> Try it
Wherever "rows" occurs in the entries, copy the line that holds it.

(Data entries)
______________________________
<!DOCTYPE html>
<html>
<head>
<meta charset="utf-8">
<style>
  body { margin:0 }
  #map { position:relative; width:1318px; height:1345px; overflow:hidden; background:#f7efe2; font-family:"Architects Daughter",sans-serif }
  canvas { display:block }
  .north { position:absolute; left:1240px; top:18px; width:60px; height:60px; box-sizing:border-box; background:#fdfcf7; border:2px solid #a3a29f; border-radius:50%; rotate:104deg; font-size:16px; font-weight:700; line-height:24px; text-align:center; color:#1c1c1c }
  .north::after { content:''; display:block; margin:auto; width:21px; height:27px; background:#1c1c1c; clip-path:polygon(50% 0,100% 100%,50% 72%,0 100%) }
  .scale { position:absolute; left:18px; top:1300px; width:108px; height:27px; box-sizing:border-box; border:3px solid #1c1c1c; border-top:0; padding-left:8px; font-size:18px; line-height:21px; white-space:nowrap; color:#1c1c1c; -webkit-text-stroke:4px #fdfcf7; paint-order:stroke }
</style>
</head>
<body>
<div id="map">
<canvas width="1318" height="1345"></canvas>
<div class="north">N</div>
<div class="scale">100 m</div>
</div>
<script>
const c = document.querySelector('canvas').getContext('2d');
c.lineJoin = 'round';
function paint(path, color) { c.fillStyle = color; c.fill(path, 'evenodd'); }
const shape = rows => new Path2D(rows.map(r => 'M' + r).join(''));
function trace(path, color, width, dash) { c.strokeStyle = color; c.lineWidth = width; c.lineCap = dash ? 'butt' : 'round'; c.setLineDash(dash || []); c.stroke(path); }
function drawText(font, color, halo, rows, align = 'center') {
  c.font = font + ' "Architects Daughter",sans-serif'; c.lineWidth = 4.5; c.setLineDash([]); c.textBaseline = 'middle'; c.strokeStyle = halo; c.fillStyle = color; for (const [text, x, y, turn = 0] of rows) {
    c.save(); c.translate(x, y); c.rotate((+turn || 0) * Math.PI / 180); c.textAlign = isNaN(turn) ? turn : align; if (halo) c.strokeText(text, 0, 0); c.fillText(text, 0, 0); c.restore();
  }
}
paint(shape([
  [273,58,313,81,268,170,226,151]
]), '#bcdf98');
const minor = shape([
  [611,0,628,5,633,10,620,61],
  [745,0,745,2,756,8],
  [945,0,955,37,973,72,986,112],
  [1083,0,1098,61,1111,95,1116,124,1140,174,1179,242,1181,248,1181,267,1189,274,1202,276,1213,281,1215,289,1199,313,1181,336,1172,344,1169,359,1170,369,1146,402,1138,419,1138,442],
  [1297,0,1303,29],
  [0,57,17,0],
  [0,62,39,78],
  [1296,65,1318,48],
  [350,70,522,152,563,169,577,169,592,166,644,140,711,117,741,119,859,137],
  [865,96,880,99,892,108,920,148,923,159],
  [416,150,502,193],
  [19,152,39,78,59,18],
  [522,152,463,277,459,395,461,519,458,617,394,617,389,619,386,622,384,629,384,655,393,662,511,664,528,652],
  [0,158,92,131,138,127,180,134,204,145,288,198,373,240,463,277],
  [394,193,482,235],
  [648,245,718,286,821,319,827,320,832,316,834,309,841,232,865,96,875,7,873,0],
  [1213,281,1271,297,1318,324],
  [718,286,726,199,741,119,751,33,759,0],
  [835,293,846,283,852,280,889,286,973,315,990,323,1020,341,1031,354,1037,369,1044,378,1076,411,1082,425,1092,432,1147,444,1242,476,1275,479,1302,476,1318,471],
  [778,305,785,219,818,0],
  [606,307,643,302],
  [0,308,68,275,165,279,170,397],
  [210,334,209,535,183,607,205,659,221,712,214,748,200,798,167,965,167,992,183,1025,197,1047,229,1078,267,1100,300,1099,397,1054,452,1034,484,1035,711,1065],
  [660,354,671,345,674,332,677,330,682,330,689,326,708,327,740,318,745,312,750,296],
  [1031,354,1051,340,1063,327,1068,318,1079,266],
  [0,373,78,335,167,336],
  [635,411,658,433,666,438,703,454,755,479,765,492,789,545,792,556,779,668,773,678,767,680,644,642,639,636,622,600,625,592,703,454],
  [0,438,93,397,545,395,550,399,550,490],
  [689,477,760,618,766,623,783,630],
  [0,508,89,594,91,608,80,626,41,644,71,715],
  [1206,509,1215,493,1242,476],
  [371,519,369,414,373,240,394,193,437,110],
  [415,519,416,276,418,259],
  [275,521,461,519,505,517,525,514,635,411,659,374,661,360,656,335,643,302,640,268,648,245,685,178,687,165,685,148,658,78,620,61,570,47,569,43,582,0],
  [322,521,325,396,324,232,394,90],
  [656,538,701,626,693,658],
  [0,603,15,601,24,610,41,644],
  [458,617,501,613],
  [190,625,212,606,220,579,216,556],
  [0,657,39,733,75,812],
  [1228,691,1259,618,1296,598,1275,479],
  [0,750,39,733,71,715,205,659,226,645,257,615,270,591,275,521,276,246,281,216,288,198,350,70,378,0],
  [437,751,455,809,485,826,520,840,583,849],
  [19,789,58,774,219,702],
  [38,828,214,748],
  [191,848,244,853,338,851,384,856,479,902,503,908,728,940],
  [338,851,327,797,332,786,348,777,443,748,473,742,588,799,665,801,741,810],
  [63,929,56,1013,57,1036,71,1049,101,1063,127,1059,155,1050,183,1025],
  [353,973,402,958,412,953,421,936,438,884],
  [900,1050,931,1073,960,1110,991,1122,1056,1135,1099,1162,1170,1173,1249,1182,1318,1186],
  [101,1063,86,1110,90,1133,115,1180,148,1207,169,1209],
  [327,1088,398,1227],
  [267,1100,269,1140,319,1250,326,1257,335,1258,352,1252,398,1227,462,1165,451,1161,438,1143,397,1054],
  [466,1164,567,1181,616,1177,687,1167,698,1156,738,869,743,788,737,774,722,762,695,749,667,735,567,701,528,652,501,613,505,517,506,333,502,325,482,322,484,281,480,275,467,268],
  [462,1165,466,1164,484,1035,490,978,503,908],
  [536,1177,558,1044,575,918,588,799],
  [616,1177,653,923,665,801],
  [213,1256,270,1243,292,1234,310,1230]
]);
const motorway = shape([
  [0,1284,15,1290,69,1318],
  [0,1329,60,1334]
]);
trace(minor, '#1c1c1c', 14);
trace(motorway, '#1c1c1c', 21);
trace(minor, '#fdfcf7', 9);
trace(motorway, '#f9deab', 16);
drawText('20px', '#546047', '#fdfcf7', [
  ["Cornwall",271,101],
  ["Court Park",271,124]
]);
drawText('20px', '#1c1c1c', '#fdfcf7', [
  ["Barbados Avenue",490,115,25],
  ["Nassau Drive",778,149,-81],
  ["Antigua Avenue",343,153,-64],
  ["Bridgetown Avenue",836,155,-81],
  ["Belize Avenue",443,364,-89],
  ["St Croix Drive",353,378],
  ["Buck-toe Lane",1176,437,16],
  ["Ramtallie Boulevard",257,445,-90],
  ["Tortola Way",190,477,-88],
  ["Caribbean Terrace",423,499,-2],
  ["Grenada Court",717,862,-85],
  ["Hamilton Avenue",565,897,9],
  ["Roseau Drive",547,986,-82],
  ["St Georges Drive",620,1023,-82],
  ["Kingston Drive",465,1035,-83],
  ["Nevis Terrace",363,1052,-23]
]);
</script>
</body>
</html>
______________________________
> Task output
const shape = rows => new Path2D(rows.map(r => 'M' + r).join(''));
function drawText(font, color, halo, rows, align = 'center') {
  c.font = font + ' "Architects Daughter",sans-serif'; c.lineWidth = 4.5; c.setLineDash([]); c.textBaseline = 'middle'; c.strokeStyle = halo; c.fillStyle = color; for (const [text, x, y, turn = 0] of rows) {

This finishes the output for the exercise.